Copy the listing below line for line, starting at its first line and ending with the line that has "Please mark all" in it. Add nothing.
==============================
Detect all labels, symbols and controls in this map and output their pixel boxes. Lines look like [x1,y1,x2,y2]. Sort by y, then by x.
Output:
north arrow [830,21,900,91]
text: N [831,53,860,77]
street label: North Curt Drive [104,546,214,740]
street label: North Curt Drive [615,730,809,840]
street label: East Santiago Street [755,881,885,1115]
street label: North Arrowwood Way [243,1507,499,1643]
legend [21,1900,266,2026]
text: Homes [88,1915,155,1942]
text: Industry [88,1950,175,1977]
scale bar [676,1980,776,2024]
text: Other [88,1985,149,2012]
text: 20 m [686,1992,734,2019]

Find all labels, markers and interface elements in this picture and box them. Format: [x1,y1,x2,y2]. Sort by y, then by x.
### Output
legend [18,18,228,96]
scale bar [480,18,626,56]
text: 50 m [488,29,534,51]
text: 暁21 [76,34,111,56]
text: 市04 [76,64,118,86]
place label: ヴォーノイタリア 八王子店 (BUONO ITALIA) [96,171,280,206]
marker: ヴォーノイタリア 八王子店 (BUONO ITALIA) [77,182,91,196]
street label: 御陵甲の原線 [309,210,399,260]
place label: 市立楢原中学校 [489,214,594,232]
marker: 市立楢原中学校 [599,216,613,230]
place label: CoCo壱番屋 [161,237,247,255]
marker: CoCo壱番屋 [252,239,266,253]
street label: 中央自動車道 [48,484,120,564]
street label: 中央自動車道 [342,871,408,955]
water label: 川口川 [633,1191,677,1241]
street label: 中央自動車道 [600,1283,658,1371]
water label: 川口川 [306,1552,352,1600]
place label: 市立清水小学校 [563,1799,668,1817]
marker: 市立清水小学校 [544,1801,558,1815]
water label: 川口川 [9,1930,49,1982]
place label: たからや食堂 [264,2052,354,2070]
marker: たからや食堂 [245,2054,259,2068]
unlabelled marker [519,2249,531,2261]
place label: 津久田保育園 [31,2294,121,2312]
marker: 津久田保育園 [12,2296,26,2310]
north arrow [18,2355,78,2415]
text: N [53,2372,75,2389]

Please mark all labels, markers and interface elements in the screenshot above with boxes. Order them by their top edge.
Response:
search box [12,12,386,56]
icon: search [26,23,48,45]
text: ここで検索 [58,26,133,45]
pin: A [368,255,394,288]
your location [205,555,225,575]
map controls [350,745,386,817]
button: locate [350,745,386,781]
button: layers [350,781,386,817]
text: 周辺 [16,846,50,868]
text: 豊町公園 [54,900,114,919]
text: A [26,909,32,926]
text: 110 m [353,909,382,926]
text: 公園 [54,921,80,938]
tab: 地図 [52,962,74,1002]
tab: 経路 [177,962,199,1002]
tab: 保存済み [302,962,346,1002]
==============================
Exercise output:
Detect all labels, symbols and controls in this map and output their pixel boxes. Lines look like [x1,y1,x2,y2]. Sort by y, then by x.
Output:
north arrow [830,21,900,91]
text: N [831,53,860,77]
street label: North Curt Drive [104,546,214,740]
street label: North Curt Drive [615,730,809,840]
street label: East Santiago Street [755,881,885,1115]
street label: North Arrowwood Way [243,1507,499,1643]
legend [21,1900,266,2026]
text: Homes [88,1915,155,1942]
text: Industry [88,1950,175,1977]
scale bar [676,1980,776,2024]
text: Other [88,1985,149,2012]
text: 20 m [686,1992,734,2019]

Find all labels, markers and interface elements in this picture and box them. Format: [x1,y1,x2,y2]. Sort by y, then by x.
### Output
legend [18,18,228,96]
scale bar [480,18,626,56]
text: 50 m [488,29,534,51]
text: 暁21 [76,34,111,56]
text: 市04 [76,64,118,86]
place label: ヴォーノイタリア 八王子店 (BUONO ITALIA) [96,171,280,206]
marker: ヴォーノイタリア 八王子店 (BUONO ITALIA) [77,182,91,196]
street label: 御陵甲の原線 [309,210,399,260]
place label: 市立楢原中学校 [489,214,594,232]
marker: 市立楢原中学校 [599,216,613,230]
place label: CoCo壱番屋 [161,237,247,255]
marker: CoCo壱番屋 [252,239,266,253]
street label: 中央自動車道 [48,484,120,564]
street label: 中央自動車道 [342,871,408,955]
water label: 川口川 [633,1191,677,1241]
street label: 中央自動車道 [600,1283,658,1371]
water label: 川口川 [306,1552,352,1600]
place label: 市立清水小学校 [563,1799,668,1817]
marker: 市立清水小学校 [544,1801,558,1815]
water label: 川口川 [9,1930,49,1982]
place label: たからや食堂 [264,2052,354,2070]
marker: たからや食堂 [245,2054,259,2068]
unlabelled marker [519,2249,531,2261]
place label: 津久田保育園 [31,2294,121,2312]
marker: 津久田保育園 [12,2296,26,2310]
north arrow [18,2355,78,2415]
text: N [53,2372,75,2389]

Please mark all labels, markers and interface elements in the screenshot above with boxes. Order them by their top edge.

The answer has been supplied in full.